US Pat. No. 3,364,490

Tanaka Shoji, et al., "Examination of radiation pattern of phased array fed reflector antenna for broadcasting satellite", IEICE Technical Report, AP 2001-169, pp61-67, January 2002 Kenichi Hashio et al., "A Study on Beam Formation of Large Antenna in S-band Mobile Satellite Communication / Broadcast System", IEICE Technical Report, SAT-95-19, RCS95-55, pp.73--78, 1995 July

  As described above, enormous effort is required to reduce the side lobe levels of a large number of beams having different directivity directions such as a multi-beam antenna.

  Therefore, in the present invention, in a multi-beam antenna system that generates a large number of beams, it is possible to automate the excitation distribution search for various directional beams with the side lobe level reduced over a wide range.

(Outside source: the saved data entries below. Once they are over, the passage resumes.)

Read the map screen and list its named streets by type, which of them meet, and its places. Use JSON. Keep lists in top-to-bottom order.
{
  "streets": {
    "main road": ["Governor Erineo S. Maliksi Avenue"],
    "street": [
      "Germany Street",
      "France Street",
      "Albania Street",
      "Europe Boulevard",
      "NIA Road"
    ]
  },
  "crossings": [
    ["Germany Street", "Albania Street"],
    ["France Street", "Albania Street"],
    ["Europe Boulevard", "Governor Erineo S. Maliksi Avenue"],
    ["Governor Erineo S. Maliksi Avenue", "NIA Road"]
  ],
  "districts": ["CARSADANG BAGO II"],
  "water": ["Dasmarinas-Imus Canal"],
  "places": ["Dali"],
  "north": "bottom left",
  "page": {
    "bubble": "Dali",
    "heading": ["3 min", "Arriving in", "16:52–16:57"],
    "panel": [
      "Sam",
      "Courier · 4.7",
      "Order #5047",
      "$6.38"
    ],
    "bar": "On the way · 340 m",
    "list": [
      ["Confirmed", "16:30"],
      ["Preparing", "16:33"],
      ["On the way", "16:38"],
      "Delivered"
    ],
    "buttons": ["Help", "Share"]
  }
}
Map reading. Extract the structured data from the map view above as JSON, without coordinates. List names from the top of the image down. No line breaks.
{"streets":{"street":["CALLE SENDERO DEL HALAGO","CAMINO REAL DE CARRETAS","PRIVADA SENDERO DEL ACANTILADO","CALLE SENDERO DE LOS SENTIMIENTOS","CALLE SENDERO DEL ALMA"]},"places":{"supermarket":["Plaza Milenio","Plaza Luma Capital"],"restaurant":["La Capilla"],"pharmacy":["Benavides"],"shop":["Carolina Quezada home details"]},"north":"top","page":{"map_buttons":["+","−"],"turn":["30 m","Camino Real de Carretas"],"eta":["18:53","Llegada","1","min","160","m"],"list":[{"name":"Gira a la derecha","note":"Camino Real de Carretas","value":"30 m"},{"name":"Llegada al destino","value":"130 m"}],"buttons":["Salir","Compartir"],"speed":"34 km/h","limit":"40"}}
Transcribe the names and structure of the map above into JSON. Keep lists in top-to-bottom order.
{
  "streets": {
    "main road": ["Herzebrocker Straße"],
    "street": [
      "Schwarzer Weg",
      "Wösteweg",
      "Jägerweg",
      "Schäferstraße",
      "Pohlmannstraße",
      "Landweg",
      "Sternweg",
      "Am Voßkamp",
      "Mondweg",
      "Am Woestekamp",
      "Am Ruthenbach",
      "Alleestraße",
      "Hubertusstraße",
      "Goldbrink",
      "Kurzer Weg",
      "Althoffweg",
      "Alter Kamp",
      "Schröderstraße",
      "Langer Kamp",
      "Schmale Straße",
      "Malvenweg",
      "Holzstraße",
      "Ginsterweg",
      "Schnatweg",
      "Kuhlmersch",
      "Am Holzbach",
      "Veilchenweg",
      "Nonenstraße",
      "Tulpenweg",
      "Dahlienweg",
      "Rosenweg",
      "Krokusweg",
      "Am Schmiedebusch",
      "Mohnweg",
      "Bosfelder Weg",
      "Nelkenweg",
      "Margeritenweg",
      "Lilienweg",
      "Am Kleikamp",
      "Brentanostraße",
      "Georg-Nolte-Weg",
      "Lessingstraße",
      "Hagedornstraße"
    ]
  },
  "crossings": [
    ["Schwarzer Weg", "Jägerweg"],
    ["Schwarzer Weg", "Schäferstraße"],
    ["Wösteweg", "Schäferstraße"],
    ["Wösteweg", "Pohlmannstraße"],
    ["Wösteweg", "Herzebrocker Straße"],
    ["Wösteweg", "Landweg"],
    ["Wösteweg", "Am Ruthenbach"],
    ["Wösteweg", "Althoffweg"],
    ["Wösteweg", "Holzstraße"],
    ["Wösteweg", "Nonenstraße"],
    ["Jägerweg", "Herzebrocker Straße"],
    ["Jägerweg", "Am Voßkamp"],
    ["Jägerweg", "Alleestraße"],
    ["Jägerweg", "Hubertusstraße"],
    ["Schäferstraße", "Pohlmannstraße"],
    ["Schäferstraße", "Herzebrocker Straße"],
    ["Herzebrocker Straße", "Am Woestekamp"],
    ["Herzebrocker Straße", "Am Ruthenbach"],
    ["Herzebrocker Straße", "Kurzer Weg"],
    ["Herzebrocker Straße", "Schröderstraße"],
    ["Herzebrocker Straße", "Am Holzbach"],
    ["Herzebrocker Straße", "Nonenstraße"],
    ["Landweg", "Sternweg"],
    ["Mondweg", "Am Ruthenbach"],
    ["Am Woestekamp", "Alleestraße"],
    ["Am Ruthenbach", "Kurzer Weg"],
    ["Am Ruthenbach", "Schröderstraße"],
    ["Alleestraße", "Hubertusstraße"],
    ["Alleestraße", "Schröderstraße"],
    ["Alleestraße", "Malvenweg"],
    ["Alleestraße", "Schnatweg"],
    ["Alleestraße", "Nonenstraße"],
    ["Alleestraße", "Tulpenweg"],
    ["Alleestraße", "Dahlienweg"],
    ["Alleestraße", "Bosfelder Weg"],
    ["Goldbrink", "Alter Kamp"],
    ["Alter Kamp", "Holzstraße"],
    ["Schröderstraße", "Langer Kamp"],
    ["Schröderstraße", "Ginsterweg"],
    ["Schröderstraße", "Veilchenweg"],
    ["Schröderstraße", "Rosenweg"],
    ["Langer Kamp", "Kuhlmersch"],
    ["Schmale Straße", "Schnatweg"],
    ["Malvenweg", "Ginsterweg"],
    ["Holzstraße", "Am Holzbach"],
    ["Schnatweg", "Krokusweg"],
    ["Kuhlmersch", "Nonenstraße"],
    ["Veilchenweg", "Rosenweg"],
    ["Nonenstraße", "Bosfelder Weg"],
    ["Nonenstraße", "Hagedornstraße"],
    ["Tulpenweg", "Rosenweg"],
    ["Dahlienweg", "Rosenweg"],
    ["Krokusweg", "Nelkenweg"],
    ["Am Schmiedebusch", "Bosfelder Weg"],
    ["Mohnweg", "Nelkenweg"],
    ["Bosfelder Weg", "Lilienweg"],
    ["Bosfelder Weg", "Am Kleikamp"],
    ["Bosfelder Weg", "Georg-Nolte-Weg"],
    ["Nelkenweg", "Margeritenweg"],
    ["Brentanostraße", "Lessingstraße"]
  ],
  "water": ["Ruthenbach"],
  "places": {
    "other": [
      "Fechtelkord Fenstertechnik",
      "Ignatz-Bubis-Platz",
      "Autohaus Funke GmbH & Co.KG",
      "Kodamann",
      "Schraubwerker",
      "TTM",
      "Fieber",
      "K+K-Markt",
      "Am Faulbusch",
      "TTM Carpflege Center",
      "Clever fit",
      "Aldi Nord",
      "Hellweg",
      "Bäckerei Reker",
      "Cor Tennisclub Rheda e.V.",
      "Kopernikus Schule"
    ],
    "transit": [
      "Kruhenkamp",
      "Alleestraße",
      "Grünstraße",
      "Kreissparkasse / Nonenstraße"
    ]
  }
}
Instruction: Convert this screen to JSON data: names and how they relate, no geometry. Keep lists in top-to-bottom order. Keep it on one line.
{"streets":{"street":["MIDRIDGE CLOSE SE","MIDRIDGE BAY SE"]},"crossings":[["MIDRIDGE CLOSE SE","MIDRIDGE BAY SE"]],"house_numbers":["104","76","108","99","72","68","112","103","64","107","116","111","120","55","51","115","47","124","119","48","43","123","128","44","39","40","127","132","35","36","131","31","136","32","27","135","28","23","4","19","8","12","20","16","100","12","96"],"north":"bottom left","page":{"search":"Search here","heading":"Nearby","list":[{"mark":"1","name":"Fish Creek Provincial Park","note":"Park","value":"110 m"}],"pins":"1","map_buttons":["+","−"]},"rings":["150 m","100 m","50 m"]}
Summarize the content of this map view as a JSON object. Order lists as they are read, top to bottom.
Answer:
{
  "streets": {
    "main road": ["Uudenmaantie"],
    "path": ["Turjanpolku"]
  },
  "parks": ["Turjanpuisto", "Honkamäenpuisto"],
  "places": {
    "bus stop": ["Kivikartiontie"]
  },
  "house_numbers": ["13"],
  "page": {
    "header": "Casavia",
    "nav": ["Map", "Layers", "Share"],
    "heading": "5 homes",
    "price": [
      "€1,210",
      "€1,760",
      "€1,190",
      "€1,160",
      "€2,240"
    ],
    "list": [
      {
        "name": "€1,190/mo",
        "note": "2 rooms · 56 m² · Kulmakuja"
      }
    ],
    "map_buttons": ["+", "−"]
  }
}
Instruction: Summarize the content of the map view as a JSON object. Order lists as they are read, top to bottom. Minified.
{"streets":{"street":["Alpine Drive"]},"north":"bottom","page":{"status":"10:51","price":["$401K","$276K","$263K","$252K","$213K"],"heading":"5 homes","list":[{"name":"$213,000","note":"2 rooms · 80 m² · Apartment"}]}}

First, the defocused phased array fed reflector antenna low-sidelobe multi-beam excitation distribution derivation method of the present invention is a combination of a large reflector that is a radio wave condensing system and a phased array feeding unit placed at the defocused position. This is applied to the beam antenna system, and the following processing is performed in order.
(1) The phase and amplitude of the radio wave applied to each feeding element of the phased array feeding unit for maximizing the peak gain in the specified service area direction is determined using the maximum ratio combining method, and this is the initial value. And
(2) For the main lobe beam of the beam pattern based on the excitation distribution with the initial value , (a) one central constraint point is set in the beam center direction designated when using the maximum ratio combining method, and (b) the above Outside the service area , four area end restraint points are selected whose azimuth and elevation angles from the specified beam center direction are ± ΔAz and ± ΔEL, respectively.
(3) The gain condition at the center constraint point is set to be equal to or greater than the peak gain of the beam pattern according to the initial value, and the respective gain conditions at the area end constraint point are set to be equal to or less than the minimum gain in the predetermined service area. .
(4) The phase and amplitude of the radio wave applied to each of the power supply units is set to the initial value of the excitation distribution according to the above (1) so that all gain conditions at the center constraint point and the area edge constraint point are satisfied. Is corrected by the optimization means.
(5) Check the presence or absence of sidelobe peaks occurring outside the service area from the beam pattern obtained by the correction, and if any,
(6) An off-axis constraint point is set for each of the side lobe peaks, and a gain condition at the off-axis constraint point is set to be equal to or less than a desired side lobe gain.
(7) A process of recorrecting the phase and amplitude of the radio wave applied to each of the power feeding units is performed so as to satisfy all the gain conditions at the center constraint point, the area end constraint point, and the off-axis constraint point.
(8) In the gain pattern obtained using the excitation distribution, when a new sidelobe peak occurs in a place other than the center constraint point and the area end constraint point, the process returns to ( 5 ) above. If the side lobe peak cannot be suppressed even if the process of returning to ( 5 ) is performed a predetermined number of times, the generation of a beam with a low side lobe for the beam in this direction is abandoned.
The multi-beam antenna system can reduce the side lobe of the defocused phased array-fed reflector antenna by performing the processes (1) to (8) for all beams in different directions of the multi-beam antenna system. The excitation distribution is derived.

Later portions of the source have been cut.